I’ve found that The New York Times (one of my favourite newspapers) and The Washington Post really have burrs under their saddles when it comes to Hugo Chavez, president of Venezuela.
They buck along bending the truth about poor old Hugo in what can be said is nothing short of bad taste, if not worse.
That’s why you’ll find below a deconstruction of a Washington Post editorial about the paper’s bête noir, the ever–modest Mr. Chavez. The Washington Post and The New York Times carry on about Chavez with the kind of heat that only can be found in feuds within dysfunctional families. But I’ll leave The Washington Post here to its deconstruction.
One of my sources on Venezuela is a web site called Venezuelanalysis.com. To the best of my knowledge it is not a government agency but it’s clear that it is resolutely pro-Chavez and his so-called Bolivarian Revolution.
In mid-August I clicked on Venezuelanalysis.com and Lo! and Behold! There squatted a web site claiming to be The New York Times. The articles were written centre right instead of centre left and were mostly travel fluff. A few clicks got you information on travel and hotels.
Oh well, I said a vagary of the web. I clicked on and off several times but no Venezuelanalysis.com that I had come to know, if not love. The next day the same thing happened. I then got the number of the Venezuelan Embassy in Ottawa, thinking that I was not going to accept any kind of censorship. However, before I phoned I tried the site again. This time I looked more carefully. Down in the lower left corner I saw “Venezuelanalysis.com Lapsed”. If I wanted more information I was invited to click “here”. I did so and there was a box asking for my name and email address with a space for my comments. In good humour I wrote that I was interested in an explanation. And sent it away. I never received a response but the next time I hit Venezuelanalysis.com, my compulsion was satisfied and remains so to this day.

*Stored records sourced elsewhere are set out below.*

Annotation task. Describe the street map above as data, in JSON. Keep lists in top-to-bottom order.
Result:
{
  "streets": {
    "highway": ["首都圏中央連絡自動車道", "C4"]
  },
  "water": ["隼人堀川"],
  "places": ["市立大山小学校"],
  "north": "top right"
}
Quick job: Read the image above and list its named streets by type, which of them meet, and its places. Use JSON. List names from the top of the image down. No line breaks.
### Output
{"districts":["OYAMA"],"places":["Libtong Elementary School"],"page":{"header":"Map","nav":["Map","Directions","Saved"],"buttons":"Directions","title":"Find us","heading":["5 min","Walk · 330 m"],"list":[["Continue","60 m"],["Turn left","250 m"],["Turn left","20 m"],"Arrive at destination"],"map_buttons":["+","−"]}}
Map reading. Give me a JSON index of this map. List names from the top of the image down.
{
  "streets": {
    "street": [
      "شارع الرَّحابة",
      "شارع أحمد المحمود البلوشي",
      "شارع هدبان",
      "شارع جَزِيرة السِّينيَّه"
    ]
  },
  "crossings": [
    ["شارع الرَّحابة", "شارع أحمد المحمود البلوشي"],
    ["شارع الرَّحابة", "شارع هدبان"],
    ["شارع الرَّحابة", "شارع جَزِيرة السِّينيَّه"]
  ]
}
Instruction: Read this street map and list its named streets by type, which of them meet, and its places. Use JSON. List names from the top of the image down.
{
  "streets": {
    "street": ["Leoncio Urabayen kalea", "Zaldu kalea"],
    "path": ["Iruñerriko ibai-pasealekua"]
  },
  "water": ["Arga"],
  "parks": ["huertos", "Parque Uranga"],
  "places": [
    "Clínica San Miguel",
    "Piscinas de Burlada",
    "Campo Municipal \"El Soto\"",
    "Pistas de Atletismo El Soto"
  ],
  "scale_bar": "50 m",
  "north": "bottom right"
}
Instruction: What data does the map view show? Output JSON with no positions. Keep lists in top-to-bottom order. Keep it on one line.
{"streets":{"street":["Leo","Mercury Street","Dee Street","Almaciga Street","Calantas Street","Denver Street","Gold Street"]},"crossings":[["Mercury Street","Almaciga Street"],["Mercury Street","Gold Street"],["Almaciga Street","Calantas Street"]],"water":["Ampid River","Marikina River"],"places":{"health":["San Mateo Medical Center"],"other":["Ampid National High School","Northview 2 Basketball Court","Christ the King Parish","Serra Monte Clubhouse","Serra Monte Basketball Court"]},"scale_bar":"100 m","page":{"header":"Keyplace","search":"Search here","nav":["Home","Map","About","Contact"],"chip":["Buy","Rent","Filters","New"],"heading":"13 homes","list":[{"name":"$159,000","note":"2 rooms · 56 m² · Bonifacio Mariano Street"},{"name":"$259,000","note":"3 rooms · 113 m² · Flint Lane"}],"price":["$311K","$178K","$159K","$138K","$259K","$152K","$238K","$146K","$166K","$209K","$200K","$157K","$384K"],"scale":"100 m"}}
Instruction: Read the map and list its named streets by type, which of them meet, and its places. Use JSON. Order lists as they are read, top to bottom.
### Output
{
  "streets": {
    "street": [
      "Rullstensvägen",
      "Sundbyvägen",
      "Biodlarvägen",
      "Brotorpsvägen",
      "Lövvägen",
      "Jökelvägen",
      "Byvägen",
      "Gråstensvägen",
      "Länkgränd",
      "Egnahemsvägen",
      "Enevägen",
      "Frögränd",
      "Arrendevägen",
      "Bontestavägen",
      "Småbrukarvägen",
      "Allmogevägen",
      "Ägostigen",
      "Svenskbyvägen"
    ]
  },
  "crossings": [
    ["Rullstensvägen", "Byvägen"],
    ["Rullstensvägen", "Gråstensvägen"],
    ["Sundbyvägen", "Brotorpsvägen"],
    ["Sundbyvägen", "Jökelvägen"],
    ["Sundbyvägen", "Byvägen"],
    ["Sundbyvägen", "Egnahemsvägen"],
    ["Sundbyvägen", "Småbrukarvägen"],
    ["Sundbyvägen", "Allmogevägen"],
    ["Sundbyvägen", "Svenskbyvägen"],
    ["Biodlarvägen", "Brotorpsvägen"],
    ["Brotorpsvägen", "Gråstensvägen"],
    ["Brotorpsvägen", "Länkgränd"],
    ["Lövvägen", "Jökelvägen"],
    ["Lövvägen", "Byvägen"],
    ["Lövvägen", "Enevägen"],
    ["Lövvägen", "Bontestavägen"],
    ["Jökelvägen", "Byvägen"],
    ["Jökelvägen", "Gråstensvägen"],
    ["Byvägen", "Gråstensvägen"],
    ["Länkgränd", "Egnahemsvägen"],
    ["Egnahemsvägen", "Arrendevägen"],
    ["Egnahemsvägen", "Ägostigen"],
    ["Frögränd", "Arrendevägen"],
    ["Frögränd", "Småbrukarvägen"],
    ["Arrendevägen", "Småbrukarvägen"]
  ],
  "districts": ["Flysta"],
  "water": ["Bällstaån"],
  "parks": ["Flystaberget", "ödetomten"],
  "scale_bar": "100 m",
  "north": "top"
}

Conclusion? Some outfit was (is) using the authority of The New York Times to sniff out how many (and who) are reading Venezuelanalysis.com. I don’t think it was the newspaper because of the quality of the writing. It was the kind of writing that would be produced by a secret service agent who feels that he or she can write like a journalist but doesn’t know enough to understand that he or she can’t.
Anyway, that’s one of the stories that flowers in the world of True North. There are at least six billion other stories out there and True North will do our best to keep ‘em coming.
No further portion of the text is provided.